»Versuche, dein Leben zu machen«, das sind die letzten Worte, die Margot Friedländer an einem Abend im Jahr 1943 von ihrer Mutter gehört hat. Nicht selbst – eine Nachbarin, zu der sich die junge Margot in die Skalitzer Straße begab, übermittelte sie ihr. Friedländers Mutter war zuvor mit ihrem Sohn und Margots Bruder Ralf zur Polizei gegangen, um sich zu melden. »Das sollen ihre Worte sein? Kalte Worte aus dem Mund fremder Leute.«
Gymnasien Noch heute muss Friedländer nach diesem Satz eine Pause machen. »Ein grausamer Satz«, wie sie später begriff. Ein Satz, der ihr Leben prägte, der als Titel auf ihren Memoiren steht, aus denen die 101-Jährige am späten Dienstagnachmittag im Bundesministerium der Finanzen vorliest.

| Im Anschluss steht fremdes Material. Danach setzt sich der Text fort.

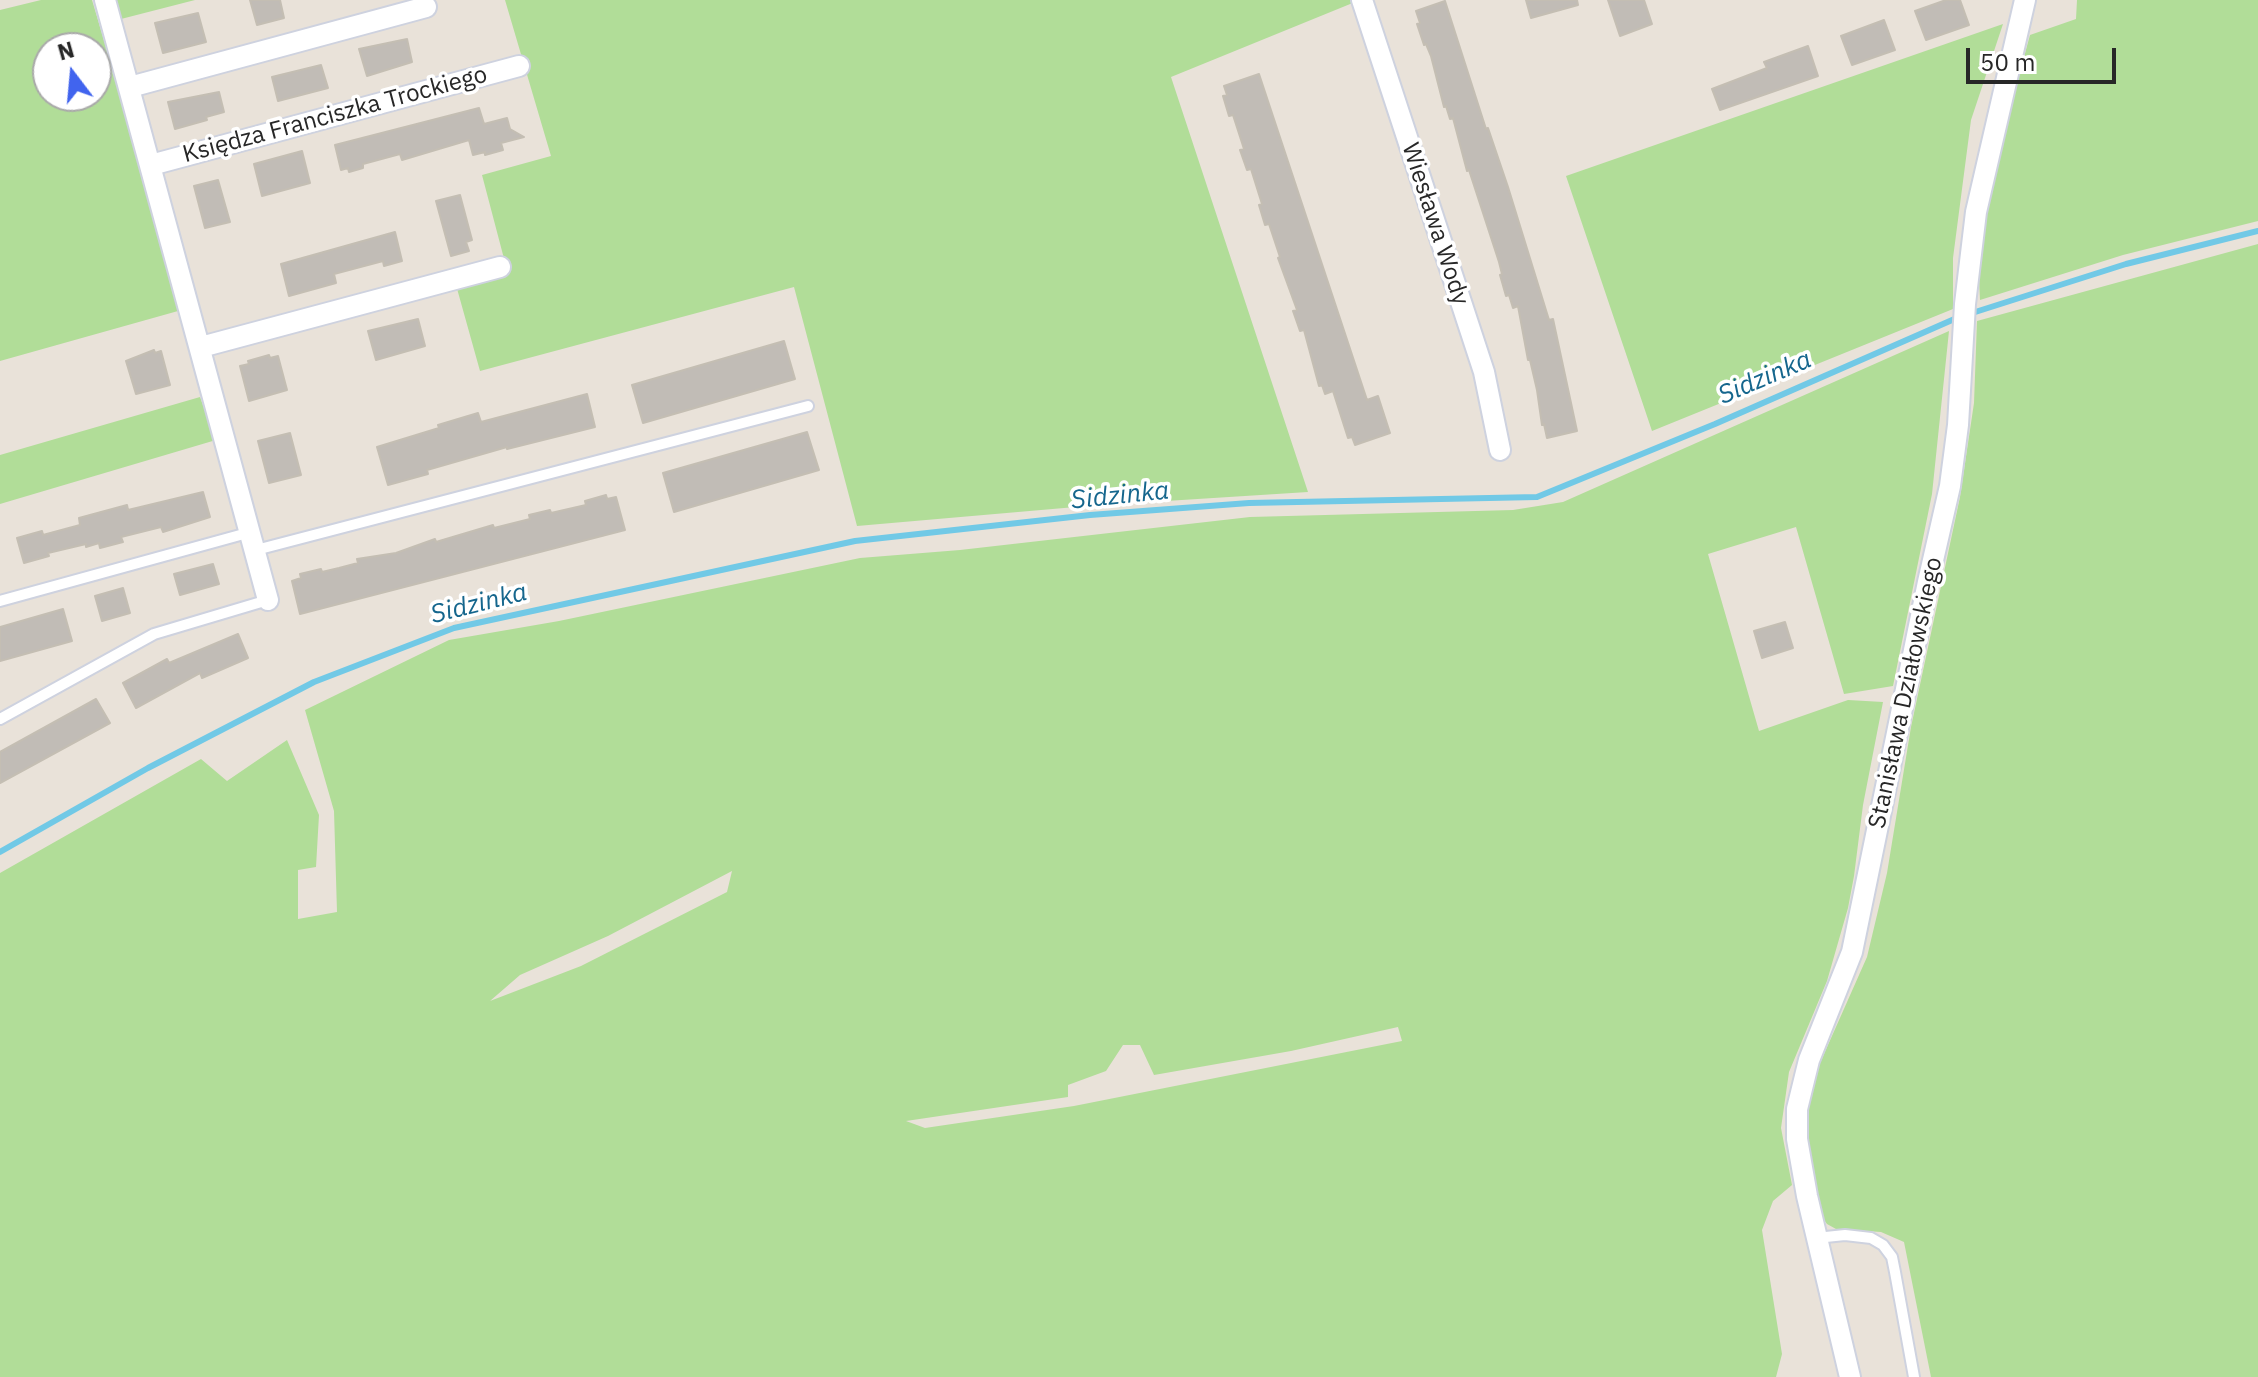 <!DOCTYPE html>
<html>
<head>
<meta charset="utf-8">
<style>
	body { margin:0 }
	#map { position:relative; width:2258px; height:1377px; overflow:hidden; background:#e9e2d9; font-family:"IBM Plex Sans",sans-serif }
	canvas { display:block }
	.north { position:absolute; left:32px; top:32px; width:80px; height:80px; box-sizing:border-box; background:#fff; border:2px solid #a9a9a9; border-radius:50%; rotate:344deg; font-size:22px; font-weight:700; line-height:32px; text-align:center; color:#272727 }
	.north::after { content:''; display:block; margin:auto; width:28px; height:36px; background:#4164ee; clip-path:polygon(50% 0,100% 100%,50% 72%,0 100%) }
	.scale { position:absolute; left:1966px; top:48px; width:150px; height:36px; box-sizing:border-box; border:4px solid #272727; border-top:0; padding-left:10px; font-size:24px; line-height:28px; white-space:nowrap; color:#272727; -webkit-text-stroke:6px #fff; paint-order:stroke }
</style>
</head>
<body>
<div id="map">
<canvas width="2258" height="1377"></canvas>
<div class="north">N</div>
<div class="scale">50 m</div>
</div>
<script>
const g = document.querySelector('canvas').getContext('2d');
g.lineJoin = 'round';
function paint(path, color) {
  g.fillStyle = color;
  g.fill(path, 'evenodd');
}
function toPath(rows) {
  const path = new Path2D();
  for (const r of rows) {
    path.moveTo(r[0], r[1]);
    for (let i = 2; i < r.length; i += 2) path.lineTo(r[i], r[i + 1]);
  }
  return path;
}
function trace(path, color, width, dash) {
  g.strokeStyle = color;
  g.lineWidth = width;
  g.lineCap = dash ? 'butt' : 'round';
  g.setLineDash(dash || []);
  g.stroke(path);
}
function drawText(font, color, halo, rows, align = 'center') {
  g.font = font + ' "IBM Plex Sans",sans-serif';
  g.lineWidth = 7;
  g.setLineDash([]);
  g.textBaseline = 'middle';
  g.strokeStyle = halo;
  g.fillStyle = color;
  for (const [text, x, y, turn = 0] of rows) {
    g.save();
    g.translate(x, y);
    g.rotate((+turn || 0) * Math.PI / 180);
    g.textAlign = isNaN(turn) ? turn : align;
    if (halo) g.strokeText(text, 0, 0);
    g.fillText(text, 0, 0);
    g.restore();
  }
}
const green = toPath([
	[41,0,92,0,119,91,178,311,0,361,0,10],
	[48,48,96,48,96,96,48,96],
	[116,0,195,0,121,19],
	[505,0,1360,0,1171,77,1308,492,1087,506,857,526,794,287,480,371,456,285,507,270,482,175,551,156],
	[2077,0,2258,0,2258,221,2123,255,1980,300,1978,257,1985,183,2015,90,2030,35,2076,19],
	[2003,24,1971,120,1953,258,1953,309,1652,431,1566,176],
	[2258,244,2258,1377,1931,1377,1904,1242,1881,1232,1836,1229,1827,1224,1818,1212,1808,1146,1808,1109,1812,1081,1867,957,1887,873,1911,727,1960,497,1974,403,1977,321],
	[1949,331,1932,494,1893,686,1844,694,1796,527,1708,554,1759,731,1848,700,1883,702,1863,805,1854,876,1848,908,1827,981,1789,1072,1781,1128,1792,1185,1773,1201,1762,1230,1782,1354,1776,1377,0,1377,0,873,201,759,227,781,287,740,319,815,316,867,298,870,298,919,337,912,334,811,305,710,449,640,559,621,860,558,960,550,1250,517,1513,510,1563,502],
	[732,871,727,892,581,966,490,1001,520,975,608,936],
	[1398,1027,1402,1041,1074,1106,925,1128,906,1121,1068,1097,1068,1085,1106,1071,1123,1045,1140,1045,1154,1075,1291,1051],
	[200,397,216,440,0,504,0,455]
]);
const stream = toPath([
	[1969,314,2126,264,2258,231],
	[0,852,148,768,314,682,454,628,855,541,1090,515,1249,503,1537,497,1715,424,1959,317]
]);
const building = toPath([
	[250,0,280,0,284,18,257,25,250,0],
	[1526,0,1577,0,1578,5,1531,18,1526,0],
	[1608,0,1644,0,1652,24,1620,36,1608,0],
	[1946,0,1960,0,1969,25,1926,40,1915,11,1946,0],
	[1445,1,1486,129,1488,128,1508,187,1549,320,1553,319,1577,431,1547,438,1544,424,1542,425,1537,390,1530,360,1528,360,1518,306,1513,308,1509,295,1506,296,1500,275,1502,274,1499,262,1469,170,1467,171,1453,118,1450,119,1446,106,1444,107,1431,56,1426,44,1424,45,1417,24,1420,23,1416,11,1445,1],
	[198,13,206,42,163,53,155,23,198,13],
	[1884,20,1895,50,1852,65,1841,36,1884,20],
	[407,39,412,62,367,76,359,49,407,39],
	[1808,46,1818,76,1720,110,1712,89,1767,68,1764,62,1808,46],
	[321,65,328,88,278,101,272,77,321,65],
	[1259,74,1367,400,1378,396,1390,433,1355,445,1352,437,1348,438,1333,391,1325,394,1322,385,1319,386,1304,330,1300,331,1293,311,1297,310,1278,258,1280,257,1269,224,1265,225,1259,205,1262,204,1251,169,1247,170,1240,150,1244,149,1233,115,1229,116,1223,96,1227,95,1224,86,1259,74],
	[219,92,224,112,206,117,207,120,175,129,168,102,219,92],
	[479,108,484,124,507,118,510,129,524,137,501,143,503,150,485,155,485,152,473,155,469,140,402,160,400,154,363,164,363,168,349,172,348,168,341,170,335,145,479,108],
	[302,151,310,183,262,196,254,164,302,151],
	[218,180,230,222,205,228,194,186,218,180],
	[460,195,472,240,466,242,469,251,451,256,436,201,460,195],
	[395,232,402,261,384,266,383,261,334,274,336,283,289,296,281,264,395,232],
	[418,319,425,346,376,360,368,331,418,319],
	[784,341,795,379,643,423,632,385,784,341],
	[154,350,155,353,161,351,170,385,136,394,126,361,154,350],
	[269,355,270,358,278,356,287,390,249,401,240,366,249,364,248,361,269,355],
	[587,394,595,427,507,449,507,447,427,470,428,474,388,485,377,447,439,428,438,425,478,413,481,422,587,394],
	[807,432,819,470,674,512,663,473,807,432],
	[290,433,301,475,269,483,258,441,290,433],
	[203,492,210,517,163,532,161,527,121,537,123,542,100,548,99,543,86,547,86,544,48,553,49,556,24,563,17,538,42,531,43,535,80,525,79,518,127,505,128,510,203,492],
	[606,495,607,499,616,497,625,530,300,614,292,581,301,578,300,574,321,569,322,572,339,568,358,563,357,559,396,553,435,539,436,542,493,525,494,528,530,519,529,515,550,510,551,513,586,505,585,501,606,495],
	[213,564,219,584,180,595,174,574,213,564],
	[123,588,130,613,102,621,95,596,123,588],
	[63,609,72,641,0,661,0,627,63,609],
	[1785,622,1793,648,1762,658,1754,631,1785,622],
	[238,634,248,658,202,678,200,673,136,708,123,683,167,659,169,663,238,634],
	[96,699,110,723,0,783,0,752,96,699]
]);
const service = toPath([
	[256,550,808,406],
	[0,601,251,532],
	[0,719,154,634,268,600],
	[1816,1238,1845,1235,1871,1238,1883,1245,1892,1257,1895,1272,1914,1377]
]);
const minor = toPath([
	[105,0,268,600],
	[1362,0,1484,372,1500,450],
	[130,87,426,7],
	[151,165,519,66],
	[201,347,500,267],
	[1850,1377,1807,1196,1797,1139,1797,1109,1809,1060,1852,952,1928,582,1950,486,1958,425,1965,304,1976,212,2025,0]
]);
const streetNames = [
	["Księdza Franciszka Trockiego",335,115,-15],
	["Wiesława Wody",1435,224,72],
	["Stanisława Działowskiego",1906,693,-78]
];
const waterNames = [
	["Sidzinka",1765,378,-23],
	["Sidzinka",1120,496,-6],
	["Sidzinka",479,604,-14]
];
paint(green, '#b1dd98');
trace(stream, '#71c9e6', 6);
paint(building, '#c1bcb6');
trace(building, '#c4beb3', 2);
trace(service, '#ced2df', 14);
trace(minor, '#ced2df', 24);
trace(service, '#fff', 10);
trace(minor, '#fff', 20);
drawText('24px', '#272727', '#fff', streetNames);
drawText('italic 26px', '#15668d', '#fff', waterNames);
</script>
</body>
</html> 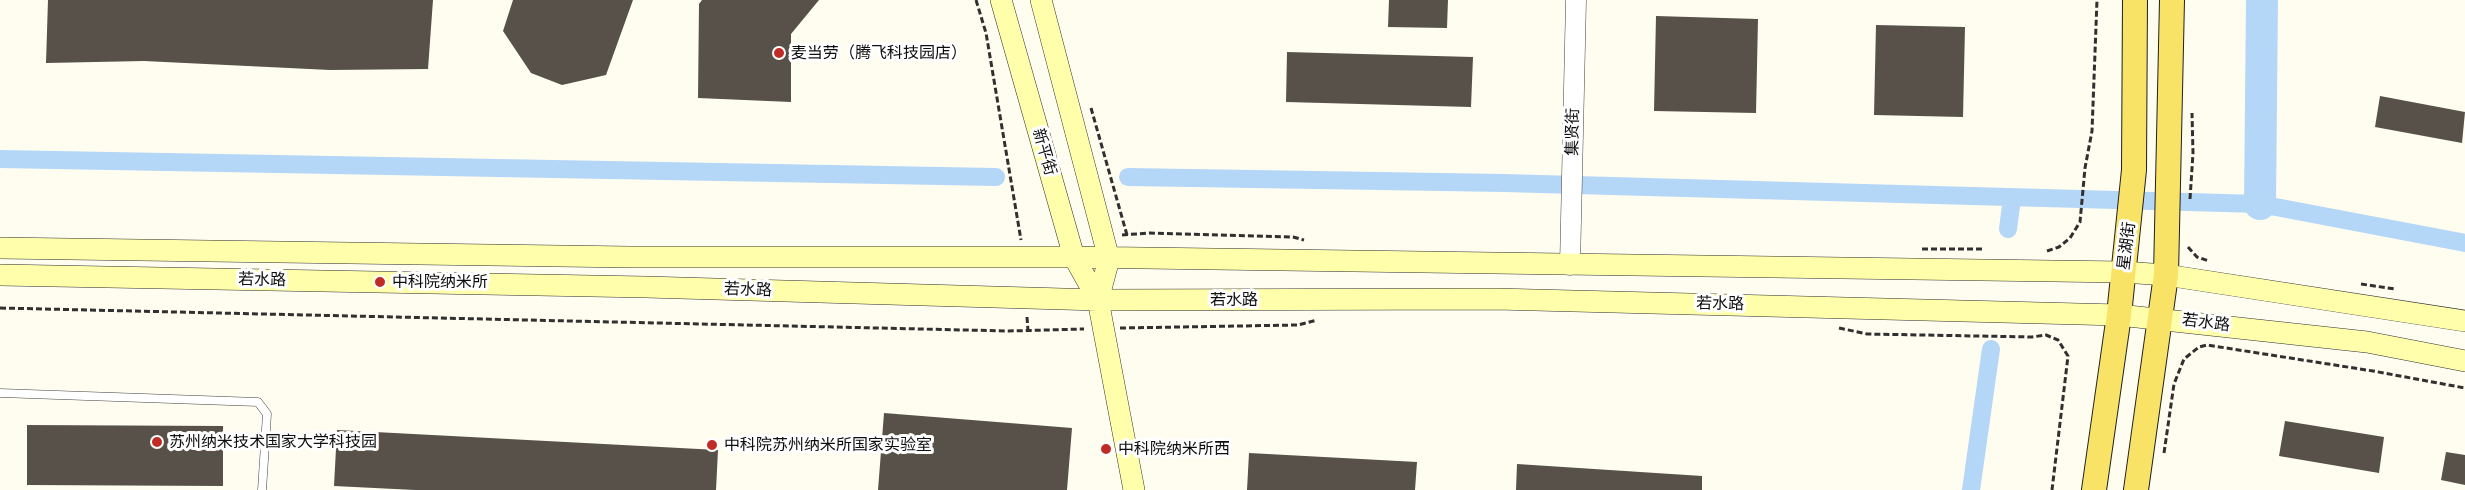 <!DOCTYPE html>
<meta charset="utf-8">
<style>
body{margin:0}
canvas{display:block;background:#fffdf0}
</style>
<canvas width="2465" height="490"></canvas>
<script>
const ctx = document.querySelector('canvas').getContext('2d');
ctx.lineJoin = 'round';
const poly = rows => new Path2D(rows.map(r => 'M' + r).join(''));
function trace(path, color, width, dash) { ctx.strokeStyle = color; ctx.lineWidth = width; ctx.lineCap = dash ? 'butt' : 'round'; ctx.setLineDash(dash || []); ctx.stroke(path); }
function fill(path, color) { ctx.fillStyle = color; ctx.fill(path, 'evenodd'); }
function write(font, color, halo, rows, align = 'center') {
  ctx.font = font + ' Lora,"Noto Sans SC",serif'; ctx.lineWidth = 6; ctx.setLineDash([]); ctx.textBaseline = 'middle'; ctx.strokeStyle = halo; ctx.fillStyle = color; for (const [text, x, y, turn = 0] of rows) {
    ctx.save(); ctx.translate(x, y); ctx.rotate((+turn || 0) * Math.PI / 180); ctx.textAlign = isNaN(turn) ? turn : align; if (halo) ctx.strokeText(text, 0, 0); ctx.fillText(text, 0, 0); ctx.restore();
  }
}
trace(poly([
 [0,159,996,177],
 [1128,177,1504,183,2260,204,2465,243],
 [2008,229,2012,198],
 [1971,490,1991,349]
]), '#b4d7f7', 18);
trace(poly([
 [2260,204,2262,0]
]), '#b4d7f7', 32);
fill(poly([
 [48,0,433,0,428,69,330,70,144,61,46,63],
 [513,0,633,0,606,75,562,85,531,73,503,31],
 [702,0,819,0,791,34,791,102,698,98,699,4],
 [1389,0,1448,0,1447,28,1388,27],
 [1656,16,1758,19,1756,113,1654,111],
 [1876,25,1965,27,1963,117,1874,115],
 [1287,52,1473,57,1471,107,1286,102],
 [2380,96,2465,112,2462,143,2375,127],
 [884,413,1072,428,1067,490,878,490],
 [2285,421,2384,437,2379,473,2279,456],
 [27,425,223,426,223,486,27,485],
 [337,430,718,450,716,490,415,490,334,486],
 [2446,452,2465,455,2465,485,2441,480],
 [1249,453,1417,462,1415,490,1247,490],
 [1517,464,1702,476,1702,490,1516,490]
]), '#57514a');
const service = poly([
 [0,393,258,402,267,414,262,490]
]);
const tertiary = poly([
 [1570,265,1576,0]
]);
const secondary = poly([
 [1001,0,1074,257,1098,300,1134,490],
 [1041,0,1109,259,1098,300],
 [0,248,630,257,1074,257,2123,272,2166,275,2465,321],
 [0,275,646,287,1098,300,1496,299,2119,315,2367,342,2465,361]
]);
const primary = poly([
 [2094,490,2119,315,2134,170,2135,0],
 [2136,490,2166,275,2172,0]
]);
trace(service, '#414141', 9);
trace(tertiary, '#414141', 21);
trace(secondary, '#303030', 22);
trace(primary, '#1f1f1f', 26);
trace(poly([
 [976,0,986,33,1021,240],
 [1091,108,1127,235],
 [2190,199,2193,153,2192,113],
 [1122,235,1150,233,1293,237,1304,240],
 [2188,247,2197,257,2209,261],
 [1922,249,1984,249],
 [2047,251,2059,247,2070,238,2080,222,2085,168,2092,131,2097,0],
 [2361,284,2395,289],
 [0,308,1009,331,1084,329],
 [1027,317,1028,331],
 [1120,328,1298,325,1317,320],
 [1839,328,1867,334,2032,337,2046,335,2058,340,2068,356,2052,490],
 [2164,453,2174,384,2184,359,2199,347,2207,345,2373,371,2465,388]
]), '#303030', 3, [6, 3]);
trace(service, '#fff', 8);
trace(tertiary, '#fff', 20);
trace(secondary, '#fffeab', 21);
trace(primary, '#f9e366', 24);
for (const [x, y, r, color] of [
 [779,53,6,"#c02c25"],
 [380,282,6,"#c02c25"],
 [157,442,6,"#c02c25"],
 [712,445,6,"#c02c25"],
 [1106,449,6,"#c02c25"]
]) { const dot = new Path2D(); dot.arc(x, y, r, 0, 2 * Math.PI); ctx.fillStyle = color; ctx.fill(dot); trace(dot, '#fff', 2); }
write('16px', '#0e0e0e', '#fff', [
 ["麦当劳（腾飞科技园店）",791,53],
 ["中科院纳米所",392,282],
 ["苏州纳米技术国家大学科技园",169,442],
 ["中科院苏州纳米所国家实验室",724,445],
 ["中科院纳米所西",1118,449]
], 'left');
write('16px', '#0e0e0e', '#fff', [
 ["集贤街",1573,132,-89],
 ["新平街",1044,152,74],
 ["星湖街",2127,246,-83],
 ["若水路",262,280,1],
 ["若水路",748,290,2],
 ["若水路",1234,300],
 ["若水路",1720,304,1],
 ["若水路",2206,323,7]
]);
</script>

Schülerinnen und Schüler von Berliner Gymnasien sind gekommen. Sie werden in der kommenden Stunde Passagen aus Friedländers Leben hören, die schmerzen. Sie werden Friedländers eindringliche Worte mit sich nehmen.
Es ist der Auftakt zur Reihe »Margot-Friedländer-Gespräch – Verantwortung weitertragen«, die zweimal im Jahr »im Sinne Margot Friedländers mit neuen Impulsen und Erinnerungen« stattfinden soll. »Erfahrene politische Führungspersönlichkeiten« sollen Gespräche führen über – ganz im Sinne der Lebensaufgabe Friedländers: »den unerlässlichen Einsatz für Freiheit, Menschenrechte und Demokratie«.
Eröffnet wurde diese erste Veranstaltung im Matthias-Erzberger-Saal von Bundesfinanzminister Christian Lindner (FDP).
Vertrauen »Man ist ergriffen von der Nahbarkeit und der Herzenswärme, die Sie versprühen«, sagte Lindner, den »das Vertrauen, das Sie in uns, in ihre Zeitgenossinnen und Zeitgenossen setzen, niemals wieder hinzunehmen, was einst in deutschem Namen und von Deutschen getan worden ist«, berührte.
Es sei heute die gemeinsame Aufgabe aller, »die Erinnerung weiterzutragen, auch wenn immer mehr Zeitzeugen nicht mehr für das persönliche Gespräch zur Verfügung stehen«, betonte Lindner und zitierte die Historikerin und Leiterin des Zentrums für Antisemitismusforschung, Stefanie Schüler-Springorum, mit den Worten, Erinnerungskultur sei Demokratie-Erziehung.
Und die solle auch im Bundesfinanzministerium praktiziert werden: »Nur wenn es uns gelingt, das aktuelle Zeitgeschehen zu spiegeln an den Erfahrungen der Geschichte und ihren Lehren, dann haben wir eine gute Zukunft, dann ist Mitmenschlichkeit gesichert.«
Hand Bevor Schülerinnen und Schüler vom John-Lennon-Gymnasium in Mitte oder von der Katholischen Marienschule in Potsdam ihre Fragen an Margot Friedländer stellten, erklärte Friedländer, warum sie mit 88 Jahren zurück nach Berlin kam: »Ich bin zurückgekommen, um mit euch zu sprechen, euch die Hand zu reichen. Und um euch zu bitten, dass ihr Zeitzeugen seid, die wir nicht mehr sein können. Es ist für euch, denn ich möchte nicht, dass jemals einer so etwas erleben muss, was wir erlebt haben. Das ist meine Mission geworden. Und das sage ich den Schülern: Wenn wieder etwas passiert, seid ihr dran.«
Ein Satz, den der beste Geschichtsunterricht in dieser Intensität nicht vermitteln kann.